The incident shocked the city of just under 900 people, especially those who worked with or saw Hatcher on a frequent basis, like Orbie Campbell, a city councilwoman and owner of the War Coffee Shop. Hatcher ate at the Main Street restaurant twice each day, six days a week.
"He was just a wonderful guy," Campbell said. "He loved everybody, trusted everybody."
Campbell, 78, who still runs the restaurant despite her age, carries a .38-caliber revolver for protection when she opens shop early in the morning. She's known to tease the customers who come to her establishment, which she's owned for 44 years.
Campbell knew something was wrong when Hatcher didn't show up for breakfast last Tuesday.
He also didn't show up at War City Hall. Campbell said his secretary called the restaurant trying to track him down.
"There was no phone call or nothing that day," Campbell said.
Workers with War's water department went to Hatcher's house, using a key the secretary had to his home. That's when Hatcher's body was discovered.
Police believe Rebecca Hatcher and her brother robbed the mayor to buy prescription pills. They say the two took at least $1,100 from him after the killing.
Lora Wagoner, Campbell's daughter and an employee at the restaurant, was one of the first people to see Hatcher's home the day his body was found.

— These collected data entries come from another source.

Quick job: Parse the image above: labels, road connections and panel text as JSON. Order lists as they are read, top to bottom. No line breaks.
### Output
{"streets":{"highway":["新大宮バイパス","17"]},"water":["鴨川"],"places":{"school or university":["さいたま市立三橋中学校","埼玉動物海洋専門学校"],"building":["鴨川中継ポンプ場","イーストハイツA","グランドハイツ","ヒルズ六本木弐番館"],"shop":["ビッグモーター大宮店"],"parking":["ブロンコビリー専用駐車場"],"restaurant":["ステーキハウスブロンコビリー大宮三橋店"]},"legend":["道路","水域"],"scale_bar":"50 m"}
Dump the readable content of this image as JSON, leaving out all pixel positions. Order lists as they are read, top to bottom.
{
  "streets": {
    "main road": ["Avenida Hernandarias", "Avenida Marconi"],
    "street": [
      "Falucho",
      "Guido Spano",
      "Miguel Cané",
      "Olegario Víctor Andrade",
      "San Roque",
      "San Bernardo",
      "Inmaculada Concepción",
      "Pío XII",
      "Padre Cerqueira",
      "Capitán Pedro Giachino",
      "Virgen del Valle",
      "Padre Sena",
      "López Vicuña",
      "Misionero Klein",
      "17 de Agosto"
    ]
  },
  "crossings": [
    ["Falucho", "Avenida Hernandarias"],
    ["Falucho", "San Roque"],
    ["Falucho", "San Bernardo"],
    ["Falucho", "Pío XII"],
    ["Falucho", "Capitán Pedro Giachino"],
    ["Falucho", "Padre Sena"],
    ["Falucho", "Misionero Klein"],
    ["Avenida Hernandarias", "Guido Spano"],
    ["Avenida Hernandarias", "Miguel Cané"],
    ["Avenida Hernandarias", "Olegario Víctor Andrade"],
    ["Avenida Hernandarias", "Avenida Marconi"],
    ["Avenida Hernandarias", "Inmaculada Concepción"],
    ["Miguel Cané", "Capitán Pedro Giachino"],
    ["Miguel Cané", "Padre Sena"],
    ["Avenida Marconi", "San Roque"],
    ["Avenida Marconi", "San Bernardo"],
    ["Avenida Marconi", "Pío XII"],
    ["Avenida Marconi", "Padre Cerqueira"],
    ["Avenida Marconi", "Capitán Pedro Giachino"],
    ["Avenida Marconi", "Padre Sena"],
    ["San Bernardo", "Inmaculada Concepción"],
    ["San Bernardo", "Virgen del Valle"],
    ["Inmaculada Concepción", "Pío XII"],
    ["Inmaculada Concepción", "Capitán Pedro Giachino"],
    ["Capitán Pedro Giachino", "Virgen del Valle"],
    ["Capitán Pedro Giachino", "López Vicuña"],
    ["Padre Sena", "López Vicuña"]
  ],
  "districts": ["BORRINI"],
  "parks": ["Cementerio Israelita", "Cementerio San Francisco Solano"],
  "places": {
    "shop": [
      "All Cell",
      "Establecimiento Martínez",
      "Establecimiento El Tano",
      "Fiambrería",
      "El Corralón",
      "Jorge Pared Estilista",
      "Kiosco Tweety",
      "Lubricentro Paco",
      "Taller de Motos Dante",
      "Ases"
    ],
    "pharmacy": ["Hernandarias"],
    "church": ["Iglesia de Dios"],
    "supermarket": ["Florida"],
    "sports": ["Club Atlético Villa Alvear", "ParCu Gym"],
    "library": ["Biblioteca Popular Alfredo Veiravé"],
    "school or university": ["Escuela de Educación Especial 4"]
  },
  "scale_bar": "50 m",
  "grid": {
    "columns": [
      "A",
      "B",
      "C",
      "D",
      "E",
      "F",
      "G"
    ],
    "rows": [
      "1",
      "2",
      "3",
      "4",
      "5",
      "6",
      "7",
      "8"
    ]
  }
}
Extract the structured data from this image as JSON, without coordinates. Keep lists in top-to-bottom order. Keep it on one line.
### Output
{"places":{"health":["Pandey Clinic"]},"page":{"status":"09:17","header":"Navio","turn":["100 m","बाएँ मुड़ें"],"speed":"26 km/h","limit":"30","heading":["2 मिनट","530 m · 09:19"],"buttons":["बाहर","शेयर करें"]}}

"I knew something wasn't right," Wagoner said, noting that she saw his house was messy and askew.
To Campbell and Wagoner, Hatcher was like part of the family. Campbell and her husband had vacationed with Hatcher and the late mayor also taught Wagoner's son in school.
"We always argued," Wagoner said. "But I loved him to death. He was like a close relative."
Campbell said it's going to be difficult getting used to Hatcher's absence at her restaurant.
"It's just a shock," she said. "I won't have nobody to fuss with. You still want to fix his ice water and juice before he comes to breakfast."
But Campbell said that his absence in city affairs would be an even greater loss.
"He had his fingers in everything," she said. "You could call him at any hour."
Hatcher wasn't without his share of controversies, however minor. Most recently, a freelance reporter wrote a story on the drug problem in McDowell County and used War - and Hatcher - as a visualization of the issue. The reporter ended up selling the story to Playboy magazine, a move that caused some discontent in War.
"What he said was pretty much the truth," said Iaeger Police Chief Michael Brooks, who was an officer in War from 2009 to 2011.
Brooks said that he had his own issues with Hatcher but respected the mayor.